Untuk tidak mengacaukan pengertian upacara-upacara yang berhubungan dengan adapt atau tradisi, dimana kebakuan alat dan lagu telah menjadi suatu kesatuan yang terpadu, hendaknya pengertian upacara itu dipisahkan dengan pengertian upacara khusus sebagai materi seni perkembangan sekarang. Pengertian upacara khusus sekarang merupakan kreasi materi seni yang biasanya bertolak dari upacara yang baku atau mendekatkan suasana pada upacara yang akan berlangsung. Sebagai contoh, upacara khusus “mapag panganten”, pengolahan sekar dang ending banyak berorientasi pada kebakuan, tetapi disana-sini mendapat penataan kembali dalam bentuk kreasi baru. Pendekatan suasana pada upacara yang akan berlangsung, misalnya pada upacara-upacara peresmian sesuatu yang dilakukan oleh para pejabat pemerintahan. Baik jalan upacara, apalagi gending-gendingnya selain mengambil bentuk tradisi juga ditambah dengan olahan baru. Jelas hantaran gending pada upacara seperti ini tidak mutlak harus dibawakan oleh alat itu saja, sewaktu-waktu bisa dengan alat lain. Iniulah perbedaan yang jelas apabila dibandingkan dengan upacara-upacara yang bersifat adapt atau tradisi, di mana fungsi gending dan alatnya sangat lekat terpadu dengan jalannya upacara.

5.4. Pengiring/PiriganSeperti diketahui bersama, salah satu fungsi gending adalah untuk mengiringi.

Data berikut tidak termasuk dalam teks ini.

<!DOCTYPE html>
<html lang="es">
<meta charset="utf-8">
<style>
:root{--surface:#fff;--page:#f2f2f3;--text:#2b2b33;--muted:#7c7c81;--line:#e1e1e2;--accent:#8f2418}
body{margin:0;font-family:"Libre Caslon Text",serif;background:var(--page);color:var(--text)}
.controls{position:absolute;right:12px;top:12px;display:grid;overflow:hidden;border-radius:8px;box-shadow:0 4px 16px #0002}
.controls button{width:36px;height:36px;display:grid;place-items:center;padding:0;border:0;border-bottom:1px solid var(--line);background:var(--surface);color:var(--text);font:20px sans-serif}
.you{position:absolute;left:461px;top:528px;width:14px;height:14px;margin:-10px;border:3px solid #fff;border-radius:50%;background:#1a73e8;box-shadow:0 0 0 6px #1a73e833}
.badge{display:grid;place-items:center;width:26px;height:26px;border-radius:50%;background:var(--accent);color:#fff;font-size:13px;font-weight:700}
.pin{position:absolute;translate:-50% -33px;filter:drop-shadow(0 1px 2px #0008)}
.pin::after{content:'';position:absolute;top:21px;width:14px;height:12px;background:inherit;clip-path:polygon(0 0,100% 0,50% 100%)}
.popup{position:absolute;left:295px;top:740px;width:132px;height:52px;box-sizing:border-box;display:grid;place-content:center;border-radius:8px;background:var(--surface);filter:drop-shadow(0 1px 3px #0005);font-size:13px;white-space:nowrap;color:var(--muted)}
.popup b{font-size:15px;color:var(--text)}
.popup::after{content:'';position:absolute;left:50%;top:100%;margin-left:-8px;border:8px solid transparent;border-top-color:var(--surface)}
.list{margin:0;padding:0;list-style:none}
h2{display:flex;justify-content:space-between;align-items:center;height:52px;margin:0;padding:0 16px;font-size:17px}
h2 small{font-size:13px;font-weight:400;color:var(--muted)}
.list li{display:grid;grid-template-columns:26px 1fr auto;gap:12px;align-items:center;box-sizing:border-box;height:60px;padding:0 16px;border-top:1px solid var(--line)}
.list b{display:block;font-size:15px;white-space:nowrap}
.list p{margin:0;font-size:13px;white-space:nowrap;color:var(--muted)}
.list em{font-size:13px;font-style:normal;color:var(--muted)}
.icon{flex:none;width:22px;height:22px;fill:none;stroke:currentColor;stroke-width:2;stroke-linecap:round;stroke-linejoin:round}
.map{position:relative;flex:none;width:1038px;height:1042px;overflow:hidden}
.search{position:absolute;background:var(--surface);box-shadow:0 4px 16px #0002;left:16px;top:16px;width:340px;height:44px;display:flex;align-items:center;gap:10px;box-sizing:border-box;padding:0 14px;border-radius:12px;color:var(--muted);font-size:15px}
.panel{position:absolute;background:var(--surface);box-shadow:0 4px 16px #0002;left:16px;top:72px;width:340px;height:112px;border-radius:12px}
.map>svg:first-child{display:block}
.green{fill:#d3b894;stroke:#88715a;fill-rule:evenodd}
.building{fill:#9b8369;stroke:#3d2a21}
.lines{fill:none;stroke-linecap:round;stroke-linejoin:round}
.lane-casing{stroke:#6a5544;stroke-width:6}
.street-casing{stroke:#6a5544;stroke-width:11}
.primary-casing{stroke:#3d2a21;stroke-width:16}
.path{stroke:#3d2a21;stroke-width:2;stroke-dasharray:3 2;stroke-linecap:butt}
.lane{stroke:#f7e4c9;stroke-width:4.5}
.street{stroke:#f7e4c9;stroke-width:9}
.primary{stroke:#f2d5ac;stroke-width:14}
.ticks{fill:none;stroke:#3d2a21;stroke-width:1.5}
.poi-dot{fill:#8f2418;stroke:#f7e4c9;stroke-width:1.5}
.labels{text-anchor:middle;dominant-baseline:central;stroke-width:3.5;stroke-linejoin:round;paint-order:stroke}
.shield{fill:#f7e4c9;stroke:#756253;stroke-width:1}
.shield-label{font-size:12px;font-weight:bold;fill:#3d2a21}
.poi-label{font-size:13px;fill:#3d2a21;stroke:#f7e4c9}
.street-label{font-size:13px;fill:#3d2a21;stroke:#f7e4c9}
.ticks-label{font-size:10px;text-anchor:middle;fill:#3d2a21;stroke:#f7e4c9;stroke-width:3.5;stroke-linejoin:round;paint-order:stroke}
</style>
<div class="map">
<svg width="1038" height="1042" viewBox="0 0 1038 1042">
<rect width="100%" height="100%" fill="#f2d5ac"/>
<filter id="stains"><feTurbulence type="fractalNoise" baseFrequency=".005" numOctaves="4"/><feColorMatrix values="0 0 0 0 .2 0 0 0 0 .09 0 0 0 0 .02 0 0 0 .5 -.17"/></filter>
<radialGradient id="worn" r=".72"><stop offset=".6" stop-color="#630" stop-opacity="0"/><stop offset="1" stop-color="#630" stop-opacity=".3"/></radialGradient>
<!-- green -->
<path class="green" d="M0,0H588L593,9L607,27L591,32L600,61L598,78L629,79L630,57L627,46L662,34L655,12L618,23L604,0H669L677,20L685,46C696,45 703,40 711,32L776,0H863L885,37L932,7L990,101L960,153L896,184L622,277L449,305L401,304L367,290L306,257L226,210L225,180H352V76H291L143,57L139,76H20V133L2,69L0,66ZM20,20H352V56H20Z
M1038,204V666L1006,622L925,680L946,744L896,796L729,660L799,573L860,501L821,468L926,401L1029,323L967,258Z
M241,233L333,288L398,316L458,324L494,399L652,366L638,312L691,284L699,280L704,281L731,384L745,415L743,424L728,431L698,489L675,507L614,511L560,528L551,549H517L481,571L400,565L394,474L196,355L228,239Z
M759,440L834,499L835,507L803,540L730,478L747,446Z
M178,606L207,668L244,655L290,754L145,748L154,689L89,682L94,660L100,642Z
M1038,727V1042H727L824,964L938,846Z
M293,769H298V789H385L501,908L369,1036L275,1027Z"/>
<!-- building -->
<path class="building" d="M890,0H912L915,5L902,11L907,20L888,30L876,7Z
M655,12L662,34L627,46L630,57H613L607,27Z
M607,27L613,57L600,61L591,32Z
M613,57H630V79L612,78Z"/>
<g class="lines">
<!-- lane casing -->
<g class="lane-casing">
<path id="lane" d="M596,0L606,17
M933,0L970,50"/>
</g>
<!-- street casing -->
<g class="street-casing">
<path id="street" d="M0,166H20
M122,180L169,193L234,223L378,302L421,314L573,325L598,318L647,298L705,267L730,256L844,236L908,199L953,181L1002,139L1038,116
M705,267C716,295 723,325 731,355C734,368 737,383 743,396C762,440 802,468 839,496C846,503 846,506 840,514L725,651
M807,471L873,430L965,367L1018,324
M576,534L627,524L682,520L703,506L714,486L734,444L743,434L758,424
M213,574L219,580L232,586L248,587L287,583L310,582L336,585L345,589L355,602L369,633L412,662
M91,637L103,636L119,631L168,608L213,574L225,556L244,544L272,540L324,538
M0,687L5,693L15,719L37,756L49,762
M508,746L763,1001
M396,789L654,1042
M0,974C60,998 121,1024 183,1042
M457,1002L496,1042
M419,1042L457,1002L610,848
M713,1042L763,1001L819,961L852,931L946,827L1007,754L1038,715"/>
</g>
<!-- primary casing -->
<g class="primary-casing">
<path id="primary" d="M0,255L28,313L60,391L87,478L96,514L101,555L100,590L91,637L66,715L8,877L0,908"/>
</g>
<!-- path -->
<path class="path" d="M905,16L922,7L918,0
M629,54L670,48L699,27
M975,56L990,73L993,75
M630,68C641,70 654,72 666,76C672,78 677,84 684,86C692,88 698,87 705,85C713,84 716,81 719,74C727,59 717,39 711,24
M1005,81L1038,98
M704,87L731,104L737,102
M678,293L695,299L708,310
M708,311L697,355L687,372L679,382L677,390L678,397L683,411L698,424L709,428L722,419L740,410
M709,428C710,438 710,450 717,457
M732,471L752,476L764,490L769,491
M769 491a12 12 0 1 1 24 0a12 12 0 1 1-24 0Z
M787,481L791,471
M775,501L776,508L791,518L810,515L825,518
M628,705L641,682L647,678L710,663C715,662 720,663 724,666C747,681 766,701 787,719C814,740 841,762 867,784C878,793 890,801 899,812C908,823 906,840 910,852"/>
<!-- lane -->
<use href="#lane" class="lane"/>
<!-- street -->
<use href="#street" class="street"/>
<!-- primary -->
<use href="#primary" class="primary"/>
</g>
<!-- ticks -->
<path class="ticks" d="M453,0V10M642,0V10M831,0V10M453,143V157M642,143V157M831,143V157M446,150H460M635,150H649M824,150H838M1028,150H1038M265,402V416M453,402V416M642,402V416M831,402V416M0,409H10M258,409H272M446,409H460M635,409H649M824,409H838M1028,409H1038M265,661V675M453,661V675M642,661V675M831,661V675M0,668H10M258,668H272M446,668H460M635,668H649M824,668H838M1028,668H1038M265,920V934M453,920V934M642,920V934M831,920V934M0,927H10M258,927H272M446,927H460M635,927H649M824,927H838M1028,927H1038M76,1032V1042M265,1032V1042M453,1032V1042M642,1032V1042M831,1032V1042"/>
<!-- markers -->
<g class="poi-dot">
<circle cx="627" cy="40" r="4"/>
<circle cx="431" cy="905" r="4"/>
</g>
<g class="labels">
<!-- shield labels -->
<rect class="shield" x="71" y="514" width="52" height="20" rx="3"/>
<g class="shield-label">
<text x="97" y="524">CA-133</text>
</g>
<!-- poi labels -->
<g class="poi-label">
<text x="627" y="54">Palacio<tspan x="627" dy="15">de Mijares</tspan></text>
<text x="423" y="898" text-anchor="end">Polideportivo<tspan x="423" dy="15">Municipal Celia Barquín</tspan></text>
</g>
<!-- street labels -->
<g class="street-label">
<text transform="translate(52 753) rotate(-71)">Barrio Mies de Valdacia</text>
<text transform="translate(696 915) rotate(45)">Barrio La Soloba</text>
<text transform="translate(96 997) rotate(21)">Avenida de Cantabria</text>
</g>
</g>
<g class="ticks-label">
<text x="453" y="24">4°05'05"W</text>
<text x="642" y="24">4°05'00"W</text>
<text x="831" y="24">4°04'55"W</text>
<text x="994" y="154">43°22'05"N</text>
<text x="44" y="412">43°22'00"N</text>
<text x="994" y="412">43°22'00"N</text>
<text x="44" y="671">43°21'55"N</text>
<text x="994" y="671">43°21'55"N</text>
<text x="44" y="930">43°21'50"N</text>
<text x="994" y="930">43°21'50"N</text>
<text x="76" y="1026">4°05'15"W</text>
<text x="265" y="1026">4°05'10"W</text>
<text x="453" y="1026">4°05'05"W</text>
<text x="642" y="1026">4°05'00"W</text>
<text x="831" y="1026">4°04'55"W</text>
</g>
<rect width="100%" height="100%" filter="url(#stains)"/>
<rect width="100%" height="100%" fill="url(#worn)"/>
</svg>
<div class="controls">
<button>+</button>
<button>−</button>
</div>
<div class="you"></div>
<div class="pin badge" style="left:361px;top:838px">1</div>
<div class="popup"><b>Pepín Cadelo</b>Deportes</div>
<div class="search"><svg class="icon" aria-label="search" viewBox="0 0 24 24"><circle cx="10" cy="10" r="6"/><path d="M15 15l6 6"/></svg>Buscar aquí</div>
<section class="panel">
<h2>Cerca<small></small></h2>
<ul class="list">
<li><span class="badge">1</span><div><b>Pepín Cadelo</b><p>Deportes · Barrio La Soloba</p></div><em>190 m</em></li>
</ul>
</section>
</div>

Dalam kehidupan karawitan Sunda, diketahui pula bahwa gending biasa dipergunakan untuk pengiring sekar/vokal, tari, teater daerah, dan sebagainya.
Untuk Sekar bisa digunakan iringan gamelan pelog-salendro, gamelan degung, kacapi, angklung, calung dan lain-lain. Begitu pula pergelaran tari, lebih banyak digunakan gamelan pelog-salendro dan sekali-kali menggunakan gamelan degung. Namun, pada perkembangan sekarang banyak koreografer-koreografer memanfaatkan waditra lain untuk mengiringi tariannya, misalnya instrument kacapi, suling dan waditra-waditra lainnya.

Dalam mengiringi pergelaran wayang, iringannya menggunakan gamelan, yaitu untuk wayang golek purwa menggunakan gamelan pelog-salendro, wayang pakuan dengan gamelan degung, wayang cepak gaya Priangan dengan gamelan pelog dan wayang pantun dengan gamelan salendro (dimana dalam pergelarannya dipakai juga waditra kacapi dengan laras degung)

5.5. Pemberi SuasanaKehadiran gending terasa dibutuhkan, misalnya pada penerimaan tamu atau mengisi kesenggangan dalam keadaan yang santai. Kita mendengar ada musik pagi,, musik siang hari, musik malam, inilah pemberi suasana dari kehadiran gending. Bentuk lagunya kebanyakan dibawakan secara instrumentalia/gendingan dan lagu-lagunya disesuaikan pula dengan keadaan waktunya sehingga terasa ada jalinan suasana antara waktu dan lagu.

Perkembangan lain beranjak pada pembacaan puisi, gending berfungsi sebagai ilustrasi. Di samping itu, terasa adanya suasana yang akrab antara pembaca puisi dan lagu. Apalagi apabila puisi berbahasa daerah, kemudian karawitan menjadi pendamping suasananya, terasa kepaduan itu terjalin dengan harmonis.

Secara tidak disengaja, banyak pula orang yang akan tidur mudah terlena apabila mendengar kacapi suling Cianjuyran. Mungkin saja hal disebabkan oleh lagunya yang melankolis, tetapi dari segi lain kita dapat merasakan bahwa warna kacapi suling (terutama dalam tembang) suasananya sangat erat sekali mendukung suasana malam.

5.6. Pengungkap CeritraApabila sebuah ceritera diungkapkan melalui bahasa atau dari bahasa diungkapkan lagi dalam sekar sudah menjadi hal yang biasa. Sebagai contoh dalam Gending Karesmen telah kita dapati. Tetapi apabila jalinan cerita itu diungkapkan dalam komposisi gending hal itu masih merupakan barang langka dalam perkembangan karawitan Sunda. Padahal, sebenarnya lagu-lagu degung instrumental pada zaman dahulu sudah merupakan dasar-dasar kuat dalam bentuk ini.

Di dunia musik, telah banyak dikenal musik programa yang banyak mengungkapkan ide ceritera dalam sebuah komposisi yang besar. Sifat dari bentuk ini merupakan musik total, artinya ungkapan secara penuh diformulasikan untuk musik tanpa kehadiran kata di dalamnya.

Kreasi baru dalam karawitan Sunda dalam mengungkapkan ceritra dalam gending, diawali dengan gending “Hujan Munggaran” karya Mang Koko pada tahun 1967, yang kemudian diangkat ke dalam tari oleh Enoch Atmadibrata. Perkembangan setelah itu pada tahun 1976 dengan judul “Simpay Galindeng Tineung” karya Nano. S dan disambung pada tahun 1979 dengan Karawitan Gending Sangkuriang yang sekaligus merupakan wakil Jawa Barat dalam Pekan Komponis Muda I di Taman Ismail Marzuki Jakarta.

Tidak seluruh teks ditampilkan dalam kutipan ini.